ATI RN
ATI RN Exit Exam
1. What is the best nursing action for a patient experiencing shortness of breath?
- A. Administer oxygen
- B. Administer bronchodilators
- C. Reposition the patient
- D. Provide IV fluids
Correct answer: A
Rationale: Administering oxygen is the best nursing action for a patient experiencing shortness of breath as it helps alleviate the symptoms and improve oxygenation. Providing oxygen addresses the primary issue of inadequate oxygen levels in the body, which can be a life-threatening situation. Administering bronchodilators (choice B) may be appropriate for specific respiratory conditions like asthma but is not the initial intervention for all causes of shortness of breath. Repositioning the patient (choice C) can sometimes help improve breathing, but in a patient experiencing significant shortness of breath, immediate oxygen therapy is crucial. Providing IV fluids (choice D) is not indicated as the first-line intervention for shortness of breath unless there is a specific underlying cause such as dehydration.

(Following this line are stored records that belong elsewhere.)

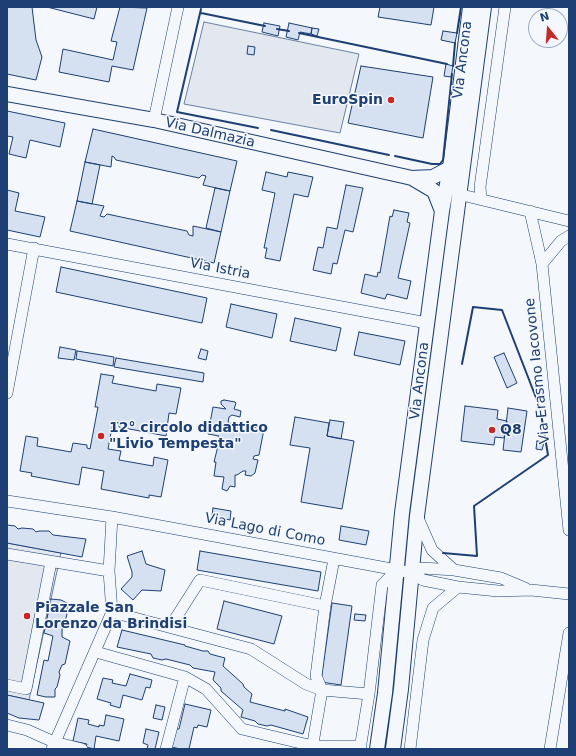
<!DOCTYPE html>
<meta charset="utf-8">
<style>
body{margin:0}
#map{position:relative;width:576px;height:756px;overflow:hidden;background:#f4f7fb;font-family:"DejaVu Sans",sans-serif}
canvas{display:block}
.frame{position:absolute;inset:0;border:8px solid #1d3f73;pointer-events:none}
.north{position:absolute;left:528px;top:8px;width:40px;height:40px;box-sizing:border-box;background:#f4f7fb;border:1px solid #9eadc5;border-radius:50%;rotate:343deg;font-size:11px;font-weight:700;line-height:16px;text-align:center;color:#1d3f73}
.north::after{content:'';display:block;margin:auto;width:14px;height:18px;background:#c62828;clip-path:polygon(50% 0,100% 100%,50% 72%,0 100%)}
</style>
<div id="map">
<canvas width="576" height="756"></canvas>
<div class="frame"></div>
<div class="north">N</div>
</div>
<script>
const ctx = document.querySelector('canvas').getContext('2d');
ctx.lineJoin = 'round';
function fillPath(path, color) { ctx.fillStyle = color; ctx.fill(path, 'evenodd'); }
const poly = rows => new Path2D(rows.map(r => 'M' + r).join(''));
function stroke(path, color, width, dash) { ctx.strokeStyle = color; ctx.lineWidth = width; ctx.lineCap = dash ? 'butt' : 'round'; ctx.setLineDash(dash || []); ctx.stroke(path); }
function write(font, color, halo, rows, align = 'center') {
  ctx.font = font + ' "DejaVu Sans",sans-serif'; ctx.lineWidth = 3; ctx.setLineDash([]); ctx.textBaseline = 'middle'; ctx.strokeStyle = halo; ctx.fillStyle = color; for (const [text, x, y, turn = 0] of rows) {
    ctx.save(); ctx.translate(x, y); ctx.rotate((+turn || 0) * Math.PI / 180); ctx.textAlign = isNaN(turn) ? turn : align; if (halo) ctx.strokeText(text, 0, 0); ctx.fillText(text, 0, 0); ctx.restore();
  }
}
const parking = poly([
 [204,22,359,54,340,133,184,104,204,22],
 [7,543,61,553,29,700,7,695,7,543]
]);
const building = poly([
 [7,7,32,7,36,40,42,57,36,80,7,74,7,7],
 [47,7,97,7,94,19,47,7],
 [120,7,147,8,133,70,112,66,109,82,59,72,63,49,113,60,117,42,111,41,120,7],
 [380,7,434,7,431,25,378,17,380,7],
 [264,23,280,26,278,36,262,32,264,23],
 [289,23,312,28,311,34,300,32,298,40,286,37,289,23],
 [312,28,319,29,317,36,311,34,312,28],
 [443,31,457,33,455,43,441,40,443,31],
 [248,46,255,47,254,55,247,54,248,46],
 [446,64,453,66,451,77,444,76,446,64],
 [361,66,433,77,423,138,348,123,361,66],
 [7,111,65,123,60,147,30,140,26,158,9,154,13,137,7,136,7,111],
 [93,129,237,161,230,191,203,185,206,176,202,175,199,178,116,160,114,157,112,156,111,167,85,162,93,129],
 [85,162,100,165,92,204,77,201,85,162],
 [266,172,287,177,288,172,313,177,308,197,294,194,280,261,265,258,267,248,264,248,275,193,262,190,266,172],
 [346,185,363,188,353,232,345,230,337,264,333,263,331,274,313,270,318,247,323,248,327,227,337,229,346,185],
 [215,188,230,191,221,232,206,228,215,188],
 [7,190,19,193,15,211,45,217,40,237,7,230,7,190],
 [77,201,104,206,100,216,104,217,107,214,187,231,189,235,193,236,193,226,221,232,214,263,70,231,77,201],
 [394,210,409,213,407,222,410,223,398,278,411,281,407,299,387,294,385,299,361,293,365,274,377,277,378,272,380,273,390,216,392,217,394,210],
 [61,267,207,298,202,323,56,292,61,267],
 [231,304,277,314,272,338,226,327,231,304],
 [295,318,341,328,336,351,290,341,295,318],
 [359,332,405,341,400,365,354,355,359,332],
 [60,347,76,350,74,360,58,358,60,347],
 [201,349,208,351,206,360,198,358,201,349],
 [77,351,114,357,113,366,76,359,77,351],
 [504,353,517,383,507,388,494,357,504,353],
 [116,358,204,373,203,382,114,367,116,358],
 [101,374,114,376,112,383,156,391,157,384,181,388,176,414,169,413,166,436,119,427,119,423,113,422,108,449,121,451,119,460,153,466,154,457,168,460,161,497,149,495,149,498,101,489,104,471,82,467,79,485,31,476,32,473,20,471,26,436,38,438,37,446,71,452,73,443,87,445,87,448,90,449,98,407,95,407,101,374],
 [224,400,235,402,236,403,234,409,241,411,240,417,232,415,229,417,228,423,264,429,259,455,254,456,253,459,258,460,255,473,251,476,245,475,246,471,243,471,237,475,235,475,235,487,230,486,227,491,222,489,224,477,214,476,216,462,214,462,220,438,218,438,219,436,208,434,213,407,226,409,221,404,221,401,224,400],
 [465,406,498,410,497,419,507,421,504,438,495,437,494,445,461,441,465,406],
 [508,408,527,411,521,452,503,450,508,408],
 [295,417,329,423,327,436,354,441,342,509,301,502,310,448,290,445,295,417],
 [330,420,344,422,341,439,327,436,330,420],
 [537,441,544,442,542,450,536,449,537,441],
 [213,508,231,511,230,520,212,516,213,508],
 [7,525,15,526,18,529,22,528,33,529,36,532,39,531,49,531,53,535,86,539,82,557,7,543,7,525],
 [341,526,369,531,366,545,339,540,341,526],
 [142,551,146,564,165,570,161,591,142,590,133,600,121,589,132,577,132,572,127,556,142,551],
 [200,551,321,572,318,591,197,570,200,551],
 [51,599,61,600,69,604,66,611,67,614,64,626,62,629,62,637,70,641,65,664,62,665,59,672,60,675,57,687,55,689,55,697,46,697,37,695,44,660,48,661,53,636,44,633,51,599],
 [224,601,282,616,274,644,217,629,224,601],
 [332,603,352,606,341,685,321,682,332,603],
 [355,614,366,615,365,621,354,620,355,614],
 [122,630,185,645,185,646,203,651,208,651,210,654,225,658,223,666,243,684,244,687,252,694,250,702,285,711,285,709,308,717,303,734,271,725,267,726,258,724,255,721,241,717,243,710,221,691,221,688,213,680,215,672,193,668,190,665,166,659,162,660,153,658,151,654,117,647,122,630],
 [130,674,152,680,150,688,146,687,142,700,123,695,120,708,110,705,111,703,97,699,103,678,113,680,112,683,126,686,130,674],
 [7,695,44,703,39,720,19,718,7,713,7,695],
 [185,704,211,710,207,727,198,725,197,728,194,727,189,749,180,749,172,747,176,729,179,729,185,704],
 [156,705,165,707,162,720,153,718,156,705],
 [106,715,124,719,119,741,96,736,94,749,86,747,87,744,73,741,78,718,89,720,88,724,99,727,99,725,104,726,106,715],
 [146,729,159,732,155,749,147,749,148,745,143,743,146,729]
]);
const minor = poly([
 [154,120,178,7],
 [458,194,569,221],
 [481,199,480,187,505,7],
 [530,211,542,264,569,530],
 [7,244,427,323],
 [542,264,561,241,569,236],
 [7,393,34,248],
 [7,501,112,517,397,570,412,573,423,580,458,587,498,591,531,590,569,594],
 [417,516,432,550,454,570,501,578,525,588],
 [7,554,109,571],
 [412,573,422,568,454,570],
 [112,612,251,649,306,684,322,690,369,694],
 [170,627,200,580,325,606],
 [96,652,185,677,206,689,242,729,313,746,361,746],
 [7,685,26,689,51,562],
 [7,725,27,730,54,742,82,749],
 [52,749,112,612,109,571,112,517],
 [166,749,185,677],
 [312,749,322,690,316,676,325,606,334,559],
 [360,749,369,694,382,585,397,570],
 [410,749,423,640,433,608,458,587],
 [550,749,569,633]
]);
const tertiary = poly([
 [7,94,154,120,412,178,433,177,450,168],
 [412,178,434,191,442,211],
 [377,749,385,693,402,513,442,211,450,168,470,7],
 [393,749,401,689,417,516,484,7]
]);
const wall = poly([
 [201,9,177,112,258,128],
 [201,13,265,26],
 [277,29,289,31],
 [299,33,447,64],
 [457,33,461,7],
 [453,66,455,43],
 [271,130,389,155],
 [395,156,432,164,440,164,443,160,452,74],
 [443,553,477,556,474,506,548,455,540,408,502,310,473,307,462,364]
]);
const markers = [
 [391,100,4,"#c62828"],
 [492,430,4,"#c62828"],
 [101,436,4,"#c62828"],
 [27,616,4,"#c62828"]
];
const streetNames = [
 ["Via Ancona",463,60,-83],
 ["Via Dalmazia",210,133,13],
 ["Via Istria",220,269,11],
 ["Via Erasmo Iacovone",538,371,-96],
 ["Via Ancona",420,381,-83],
 ["Via Lago di Como",265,530,11]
];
const poiNames = [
 ["EuroSpin",383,100,"right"],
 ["12° circolo didattico",109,428],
 ["\"Livio Tempesta\"",109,444],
 ["Q8",500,430],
 ["Piazzale San",35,608],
 ["Lorenzo da Brindisi",35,624]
];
fillPath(parking, '#e3e8f0');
stroke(parking, '#687fa3', 1);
fillPath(building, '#d5e0f0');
stroke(building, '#1d3f73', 1);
stroke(minor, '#1d3f73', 12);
stroke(tertiary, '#1d3f73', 16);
stroke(minor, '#f4f7fb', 11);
stroke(tertiary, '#f4f7fb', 14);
stroke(wall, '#1d3f73', 2);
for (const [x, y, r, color] of markers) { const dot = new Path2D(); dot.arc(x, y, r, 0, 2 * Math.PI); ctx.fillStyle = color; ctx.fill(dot); stroke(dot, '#f4f7fb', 1.5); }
write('14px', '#1d3f73', '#f4f7fb', streetNames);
write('bold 14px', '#1d3f73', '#f4f7fb', poiNames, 'left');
</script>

2. A nurse is assessing a client who is postoperative following a thyroidectomy. Which of the following findings is the priority for the nurse to report to the provider?
- A. Increased hoarseness
- B. Serum calcium level of 8.0 mg/dL
- C. Respiratory rate of 18/min
- D. Urinary output of 60 mL in 2 hours
Correct answer: B
Rationale: The correct answer is B: 'Serum calcium level of 8.0 mg/dL.' A low serum calcium level indicates hypocalcemia, which is a potential complication of thyroidectomy that can lead to life-threatening consequences, such as tetany or laryngospasm. Therefore, it is crucial for the nurse to report this finding promptly to the provider for timely intervention. Choices A, C, and D are important assessments following a thyroidectomy but are not as critical as detecting and addressing hypocalcemia, which can have serious implications for the client's health.
3. How should a healthcare professional manage a patient with fluid overload in heart failure?
- A. Monitor daily weight
- B. Check for edema
- C. Monitor intake and output
- D. Administer diuretics
Correct answer: A
Rationale: Monitoring daily weight is crucial in managing a patient with fluid overload in heart failure. Weight fluctuations can indicate fluid retention or loss, guiding healthcare professionals in adjusting treatment. While checking for edema (Choice B) and monitoring intake and output (Choice C) are important aspects of patient care, they are not as direct in assessing fluid overload as daily weight monitoring. Administering diuretics (Choice D) is a treatment option based on the assessment of fluid overload, making it a secondary intervention compared to monitoring weight.
4. A client has a new prescription for levothyroxine. Which of the following statements should the nurse include?
- A. Take this medication with food to prevent nausea.
- B. Take this medication in the morning to prevent insomnia.
- C. You should store this medication in the refrigerator.
- D. Take this medication with a full glass of water before breakfast.
Correct answer: D
Rationale: The correct statement the nurse should include is to take levothyroxine with a full glass of water before breakfast. This helps improve absorption and prevents gastrointestinal side effects. Choice A is incorrect because levothyroxine should be taken on an empty stomach. Choice B is incorrect as insomnia is not a common side effect of levothyroxine. Choice C is also incorrect as levothyroxine does not need to be refrigerated.
5. A client in her second trimester of pregnancy is being taught by a nurse about managing nausea and vomiting. Which of the following client statements indicates an understanding of the teaching?
- A. ''I will drink a glass of orange juice before I get out of bed.''
- B. ''I will eat small, frequent meals throughout the day.''
- C. ''I will take 1 g of acetaminophen every 6 hours.''
- D. ''I will avoid foods that have a strong odor.''
Correct answer: B
Rationale: The correct answer is B. Eating small, frequent meals is a recommended strategy to manage nausea and vomiting during pregnancy. This approach helps prevent an empty stomach, which can worsen symptoms. Option A is not as effective as eating small, frequent meals. Option C is unrelated to managing nausea and vomiting, and acetaminophen should only be taken as directed by a healthcare provider. Option D may help reduce nausea in some cases, but the most appropriate response related to managing symptoms is to eat small, frequent meals.